For wildlife I say upgrade to the D500 with the 200-500mm lens. I have a couple D200 bodies and the D500 is a logical upgrade. Low light conditions in the woods is usually the biggest issue I have with wildlife.
 
I agree with Dave
The D500 would be a gigantic upgrade. And a more modern faster AF lens will definitely help too such as the 200-500 although you don't mention what len(ses) you use.
 
The Nikon D300 is fully capable for wildlife photography.

If there is some D300 performance aspect you feel is lacking - upgrade.
Otherwise there is no need.
There was no D400, so the D500 is the next step up.

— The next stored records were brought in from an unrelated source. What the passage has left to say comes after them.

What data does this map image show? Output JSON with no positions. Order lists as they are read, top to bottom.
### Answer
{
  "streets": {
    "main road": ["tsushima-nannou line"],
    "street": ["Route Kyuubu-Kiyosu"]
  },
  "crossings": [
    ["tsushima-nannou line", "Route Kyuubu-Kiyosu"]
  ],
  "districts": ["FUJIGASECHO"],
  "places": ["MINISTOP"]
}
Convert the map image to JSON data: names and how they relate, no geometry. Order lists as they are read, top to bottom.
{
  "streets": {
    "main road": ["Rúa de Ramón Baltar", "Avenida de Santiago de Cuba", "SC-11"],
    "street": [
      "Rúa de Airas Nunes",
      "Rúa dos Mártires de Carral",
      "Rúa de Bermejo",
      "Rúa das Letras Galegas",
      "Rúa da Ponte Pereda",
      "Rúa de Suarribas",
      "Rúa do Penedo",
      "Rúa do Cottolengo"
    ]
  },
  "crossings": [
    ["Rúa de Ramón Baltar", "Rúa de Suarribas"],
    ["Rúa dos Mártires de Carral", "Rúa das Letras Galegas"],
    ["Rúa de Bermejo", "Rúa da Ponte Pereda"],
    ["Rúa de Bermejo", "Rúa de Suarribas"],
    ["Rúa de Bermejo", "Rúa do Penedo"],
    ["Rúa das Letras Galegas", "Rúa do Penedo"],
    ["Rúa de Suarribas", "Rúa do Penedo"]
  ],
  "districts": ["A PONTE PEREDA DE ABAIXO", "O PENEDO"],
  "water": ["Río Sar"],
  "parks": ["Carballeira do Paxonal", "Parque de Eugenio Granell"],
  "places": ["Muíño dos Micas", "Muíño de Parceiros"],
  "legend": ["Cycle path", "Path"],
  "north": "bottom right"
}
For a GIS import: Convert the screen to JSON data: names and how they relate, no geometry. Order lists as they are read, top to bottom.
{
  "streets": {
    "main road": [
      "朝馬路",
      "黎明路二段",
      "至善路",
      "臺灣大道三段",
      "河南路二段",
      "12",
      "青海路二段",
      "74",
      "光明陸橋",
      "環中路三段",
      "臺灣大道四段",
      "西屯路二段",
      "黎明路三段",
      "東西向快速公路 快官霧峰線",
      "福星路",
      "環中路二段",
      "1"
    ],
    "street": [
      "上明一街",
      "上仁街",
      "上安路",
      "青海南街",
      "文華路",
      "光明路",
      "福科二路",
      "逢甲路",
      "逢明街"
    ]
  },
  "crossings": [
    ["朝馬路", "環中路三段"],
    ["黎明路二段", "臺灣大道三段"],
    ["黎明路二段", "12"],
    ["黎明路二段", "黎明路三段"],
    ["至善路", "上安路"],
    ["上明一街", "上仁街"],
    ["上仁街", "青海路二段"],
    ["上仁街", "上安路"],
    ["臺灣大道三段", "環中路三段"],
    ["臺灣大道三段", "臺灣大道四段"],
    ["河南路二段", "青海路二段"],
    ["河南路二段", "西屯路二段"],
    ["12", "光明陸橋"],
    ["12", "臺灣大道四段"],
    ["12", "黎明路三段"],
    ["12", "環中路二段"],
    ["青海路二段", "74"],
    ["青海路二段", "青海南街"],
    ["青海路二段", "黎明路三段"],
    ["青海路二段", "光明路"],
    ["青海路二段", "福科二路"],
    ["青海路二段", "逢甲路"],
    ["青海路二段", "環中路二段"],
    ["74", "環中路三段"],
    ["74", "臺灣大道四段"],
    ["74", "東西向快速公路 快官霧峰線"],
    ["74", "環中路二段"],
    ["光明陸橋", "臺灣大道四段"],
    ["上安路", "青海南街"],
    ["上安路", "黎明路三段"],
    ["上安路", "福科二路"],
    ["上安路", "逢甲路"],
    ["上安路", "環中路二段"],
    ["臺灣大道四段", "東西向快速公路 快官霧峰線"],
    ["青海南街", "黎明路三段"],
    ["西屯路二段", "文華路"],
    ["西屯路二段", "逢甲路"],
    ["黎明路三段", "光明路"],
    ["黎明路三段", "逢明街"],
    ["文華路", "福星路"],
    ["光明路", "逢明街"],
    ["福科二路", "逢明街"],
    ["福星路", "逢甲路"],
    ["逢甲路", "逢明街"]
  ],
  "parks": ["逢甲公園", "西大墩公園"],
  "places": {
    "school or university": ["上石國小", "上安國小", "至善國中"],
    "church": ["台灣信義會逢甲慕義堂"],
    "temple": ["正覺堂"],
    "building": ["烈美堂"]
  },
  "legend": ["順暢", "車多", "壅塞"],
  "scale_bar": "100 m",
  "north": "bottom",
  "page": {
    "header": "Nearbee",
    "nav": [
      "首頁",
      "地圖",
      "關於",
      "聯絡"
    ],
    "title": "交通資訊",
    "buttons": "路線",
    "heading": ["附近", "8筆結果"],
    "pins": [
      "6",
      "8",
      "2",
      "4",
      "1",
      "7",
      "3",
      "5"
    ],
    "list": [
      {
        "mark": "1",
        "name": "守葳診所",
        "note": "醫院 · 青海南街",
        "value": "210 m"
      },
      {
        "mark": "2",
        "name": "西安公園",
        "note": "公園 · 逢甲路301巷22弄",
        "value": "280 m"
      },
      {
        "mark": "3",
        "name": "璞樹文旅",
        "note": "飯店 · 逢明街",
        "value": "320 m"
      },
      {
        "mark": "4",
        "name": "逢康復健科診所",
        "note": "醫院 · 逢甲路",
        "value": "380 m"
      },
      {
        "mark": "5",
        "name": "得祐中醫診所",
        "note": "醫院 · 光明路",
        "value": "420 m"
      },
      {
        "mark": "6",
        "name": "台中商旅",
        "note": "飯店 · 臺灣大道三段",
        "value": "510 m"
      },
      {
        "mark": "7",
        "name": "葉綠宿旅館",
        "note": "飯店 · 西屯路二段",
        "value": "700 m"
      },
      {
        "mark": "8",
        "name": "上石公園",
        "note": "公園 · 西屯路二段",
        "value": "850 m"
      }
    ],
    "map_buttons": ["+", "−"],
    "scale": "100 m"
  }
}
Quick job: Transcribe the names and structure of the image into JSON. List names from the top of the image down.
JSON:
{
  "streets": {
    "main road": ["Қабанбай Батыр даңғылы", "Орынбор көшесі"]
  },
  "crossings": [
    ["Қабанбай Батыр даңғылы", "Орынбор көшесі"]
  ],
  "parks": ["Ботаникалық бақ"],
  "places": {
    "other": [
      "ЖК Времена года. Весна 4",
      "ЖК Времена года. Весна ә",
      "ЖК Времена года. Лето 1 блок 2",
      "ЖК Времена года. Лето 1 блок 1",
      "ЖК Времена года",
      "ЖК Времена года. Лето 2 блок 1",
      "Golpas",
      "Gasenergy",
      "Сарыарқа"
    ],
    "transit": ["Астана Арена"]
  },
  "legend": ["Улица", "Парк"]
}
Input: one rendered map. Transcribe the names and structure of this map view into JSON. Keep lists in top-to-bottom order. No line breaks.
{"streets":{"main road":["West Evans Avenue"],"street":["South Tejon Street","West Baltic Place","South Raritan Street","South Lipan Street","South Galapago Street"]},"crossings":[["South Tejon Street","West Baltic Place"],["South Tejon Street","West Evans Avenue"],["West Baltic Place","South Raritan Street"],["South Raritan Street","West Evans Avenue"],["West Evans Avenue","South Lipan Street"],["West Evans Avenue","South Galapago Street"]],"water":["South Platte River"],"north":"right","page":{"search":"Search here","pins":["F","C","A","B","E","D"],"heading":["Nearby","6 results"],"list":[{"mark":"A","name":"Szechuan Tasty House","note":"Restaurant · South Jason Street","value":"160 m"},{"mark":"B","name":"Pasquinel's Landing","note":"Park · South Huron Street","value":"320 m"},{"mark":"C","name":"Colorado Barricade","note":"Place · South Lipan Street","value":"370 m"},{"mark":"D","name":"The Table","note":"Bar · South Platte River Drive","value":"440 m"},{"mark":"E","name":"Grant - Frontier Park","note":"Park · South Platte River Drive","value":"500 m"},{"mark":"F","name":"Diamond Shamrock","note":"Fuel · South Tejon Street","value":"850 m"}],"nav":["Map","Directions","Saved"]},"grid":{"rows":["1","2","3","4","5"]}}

For myself, a D300s suffices for the types of photography I do.
 
As said above, upgrade if your d300s is lacking. Most point at the d500, I'd suggest if 6fps is enough look at the d7200
 
Sensor quality from the D300 or D300s generation compared to what sensors in the newer-generation cameras sensors can do is quite different. In my opinion, the D300 is not in any way "fully capable"...it's severely lacking except under well-lighted conditions and at lower ISO levels. Seriously...the D80 is the same...I know...I still have a 12-Megapixel, $5,000 Nikon D2x...the sensor capability, the resolution, the ISO capabilities, the dynamic range, etc..--all of the sensor metrics have been HUGELY improved-upon in the D600 and newer D610,and the D750 and the D800 and newer (D800e,D810,D850) cameras.

I would upgrade. Without any doubt. Not so sure about the D500: it fires fast, but the image quality, and the higher-ISO capabilities of the camera are not impressive to me. Full-frame has higher image quality once the ISO hits 400. "Wildlife" means many things...if you want BIF, firing rate is one thing...if you're shooting elk, resolution is more critical than frames per second.
 
Thanks for the replies. I’m not even close to a professional and right now do not want to spend the money so I probably will stick with the D300 for a little while to get my feet wet again. I did photography for a long time and then put it down for about six years. Now I’m starting over.
 
In that case just pick up a couple new batteries and keep using the D300. The bad news is the D300 used price has dropped a lot in the past six years, the good news is the D800 prices have dropped a lot in the used market.
 
Another vote for Nikon D500, just get it!